Uh oh. Looks like someone got their phone wet and broke the audio function because he does irresponsible things and had to buy bluetooth headphones because he’s too technologically dependent to go outside without music or a podcast.
Big Business Guy here with his brand new Apple Air Pods. Closing six figure deals on the sidewalk as passers by start to respond to me. No, sorry buddy. Can’t talk right now. I’m making things happen. Yeah no this fuckin guy out here in a Joseph A. Bank buy one get nine free suit thought I was talking to him. As fucking if bro. Anyway, sell the stocks. Buy the bonds. Cancel my four and move my two to seven.
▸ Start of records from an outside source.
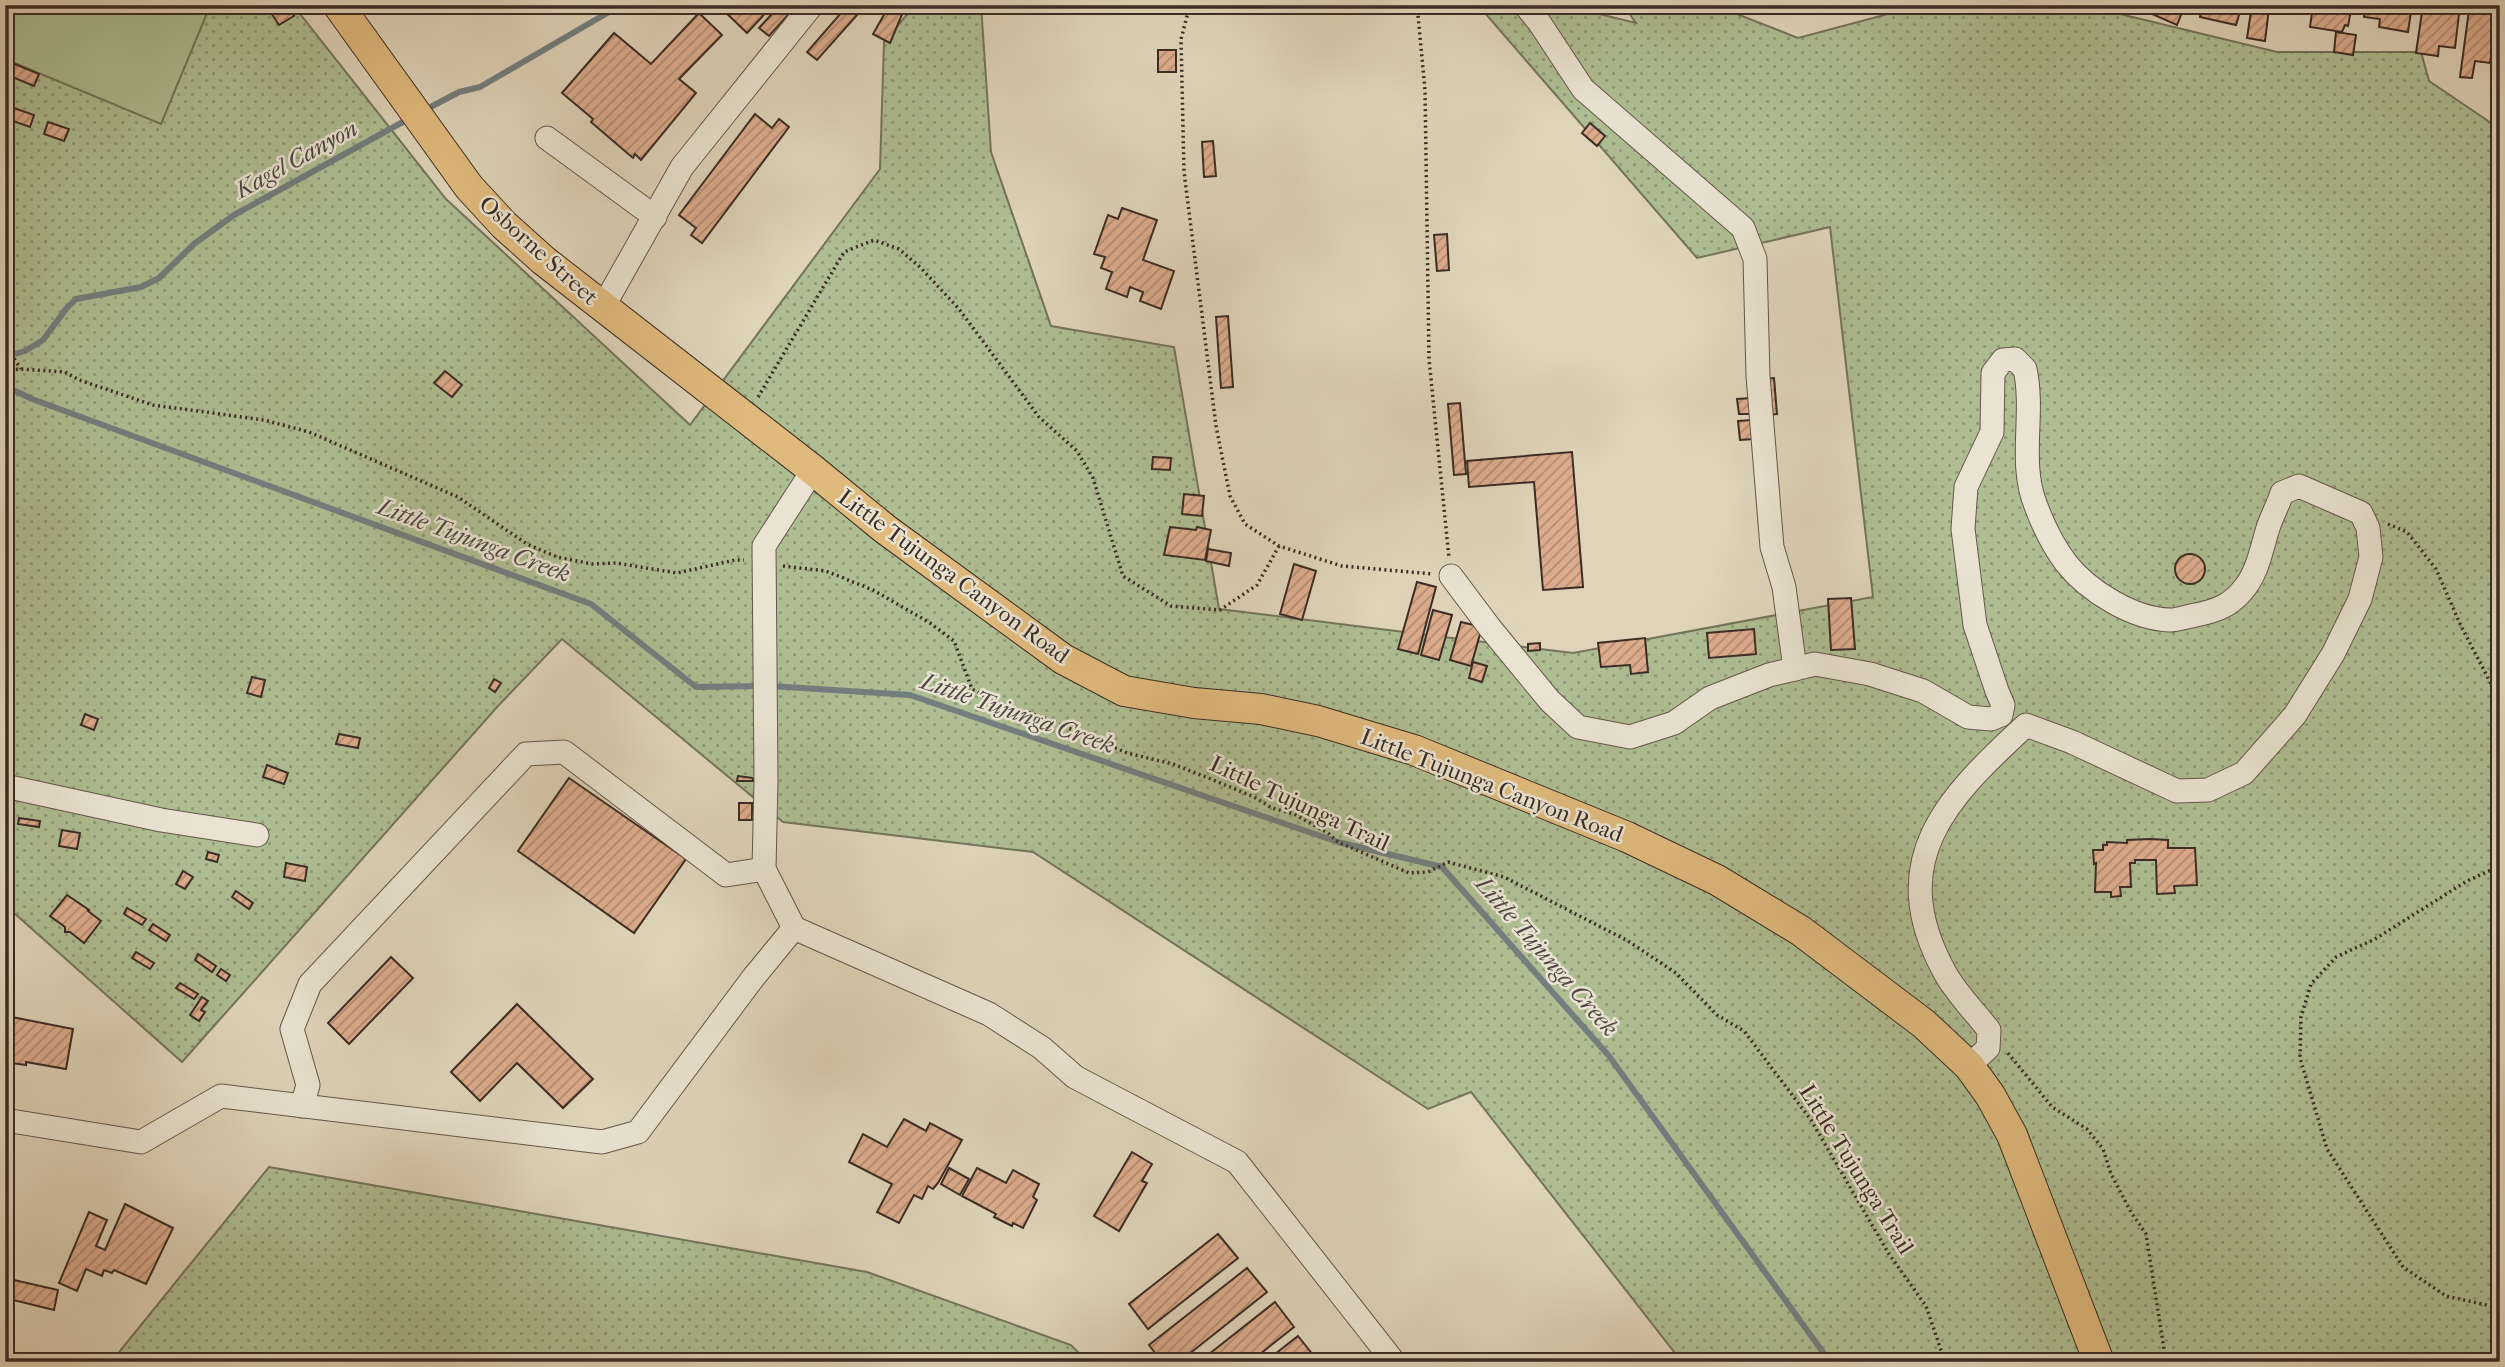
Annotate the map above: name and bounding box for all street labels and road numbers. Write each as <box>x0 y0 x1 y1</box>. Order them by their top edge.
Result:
street label: Osborne Street <box>474 190 604 311</box>
street label: Little Tujunga Canyon Road <box>833 483 1075 670</box>
street label: Little Tujunga Canyon Road <box>1357 723 1627 848</box>
street label: Little Tujunga Trail <box>1206 750 1394 857</box>
street label: Little Tujunga Trail <box>1793 1079 1920 1260</box>

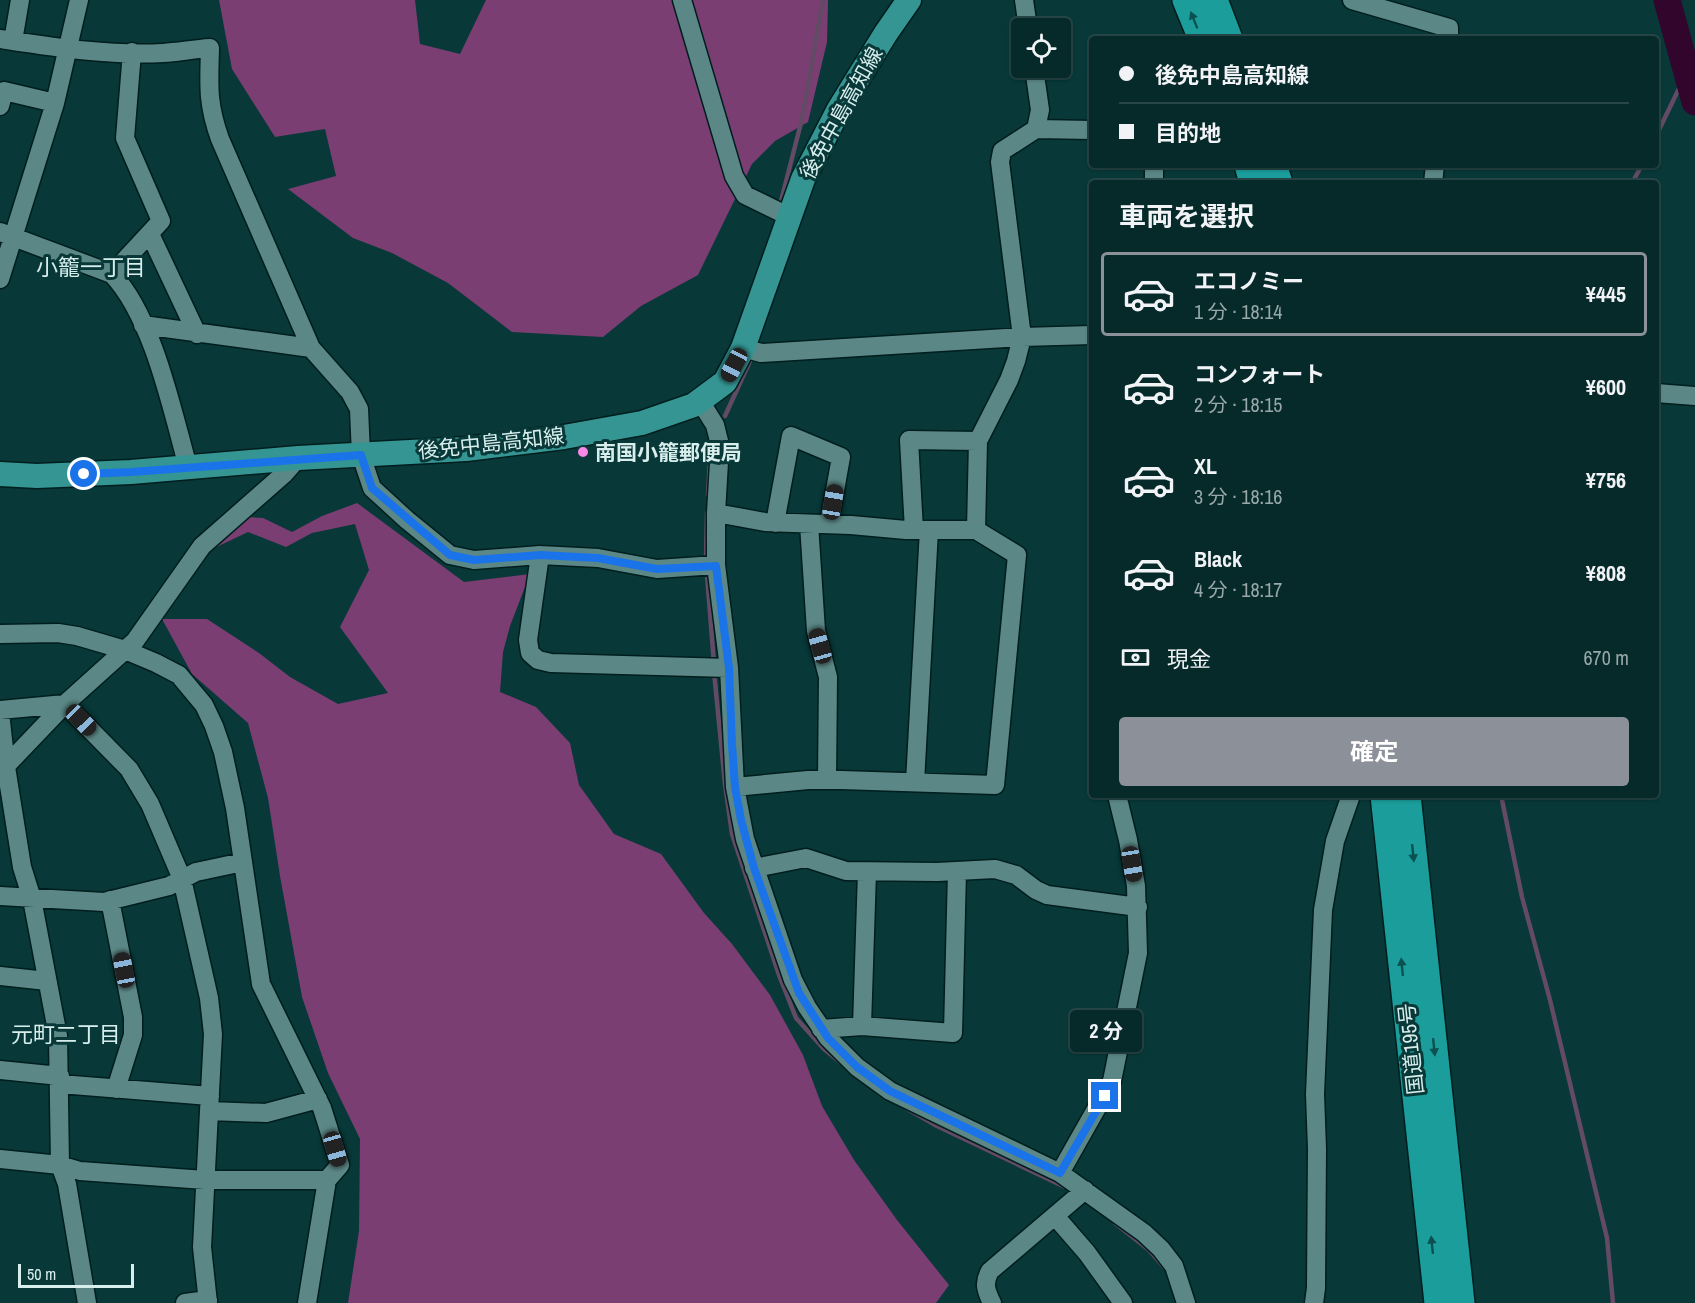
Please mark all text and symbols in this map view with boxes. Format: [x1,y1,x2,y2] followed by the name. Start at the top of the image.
[1189,10,1199,28] one-way arrow
[1011,18,1071,78] map controls
[1011,18,1071,78] button: locate
[793,42,889,184] street label: 後免中島高知線
[1155,60,1309,90] text: 後免中島高知線
[1155,118,1221,148] text: 目的地
[1119,198,1254,234] text: 車両を選択
[36,252,146,282] district label: 小籠一丁目
[1194,266,1304,296] text: エコノミー
[1122,267,1176,321] icon: car
[1586,279,1626,309] text: ¥445
[1194,298,1282,325] text: 1 分 · 18:14
[718,345,750,385] car
[1194,359,1325,389] text: コンフォート
[1122,360,1176,414] icon: car
[1586,372,1626,402] text: ¥600
[1194,391,1282,418] text: 2 分 · 18:15
[416,421,566,465] street label: 後免中島高知線
[595,438,742,467] place label: 南国小籠郵便局
[576,445,590,459] marker: 南国小籠郵便局
[1194,451,1217,481] text: XL
[1122,453,1176,507] icon: car
[70,460,97,487] route start
[1586,465,1626,495] text: ¥756
[821,483,845,521] car
[1194,483,1282,510] text: 3 分 · 18:16
[1194,544,1242,574] text: Black
[1122,546,1176,600] icon: car
[1586,558,1626,588] text: ¥808
[1194,576,1282,603] text: 4 分 · 18:17
[806,626,834,666] car
[1119,641,1152,674] icon: cash
[1167,644,1211,674] text: 現金
[1583,644,1629,671] text: 670 m
[62,701,100,739] car
[1119,717,1629,786] button: 確定
[1408,844,1418,863] one-way arrow
[1120,845,1144,883] car
[112,951,136,989] car
[1397,958,1407,977] one-way arrow
[1392,1002,1430,1096] street label: 国道195号
[1069,1009,1141,1051] callout: 2 分
[1089,1017,1123,1044] text: 2 分
[11,1019,121,1049] district label: 元町二丁目
[1429,1038,1439,1057] one-way arrow
[1091,1082,1118,1109] route end
[321,1129,349,1169] car
[1427,1235,1437,1254] one-way arrow
[18,1261,134,1288] scale bar
[27,1263,56,1285] text: 50 m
Get that cheesedick Anderson on the line and see if he’s open to play 36 tomorrow. Shot a 79 last week I’m trying to roll that over. And grab me a monster from the fridge I’m gonna bang out a mini leg day back at the office.
All kidding aside though… I’m actually kind of very quietly into these things already. I knocked my headphones out ALL THE TIME. Cabinet handles, table corners, my own arms, rolling over in bed, everything. The freedom of motion with these things now though? God damn man. It’s like they’re not even there. Sure I look like an asshole. And yes I will lose one or both or the charging back or all of the above at an astonishingly fast rate. But the week or so I have them is gonna be fantastic.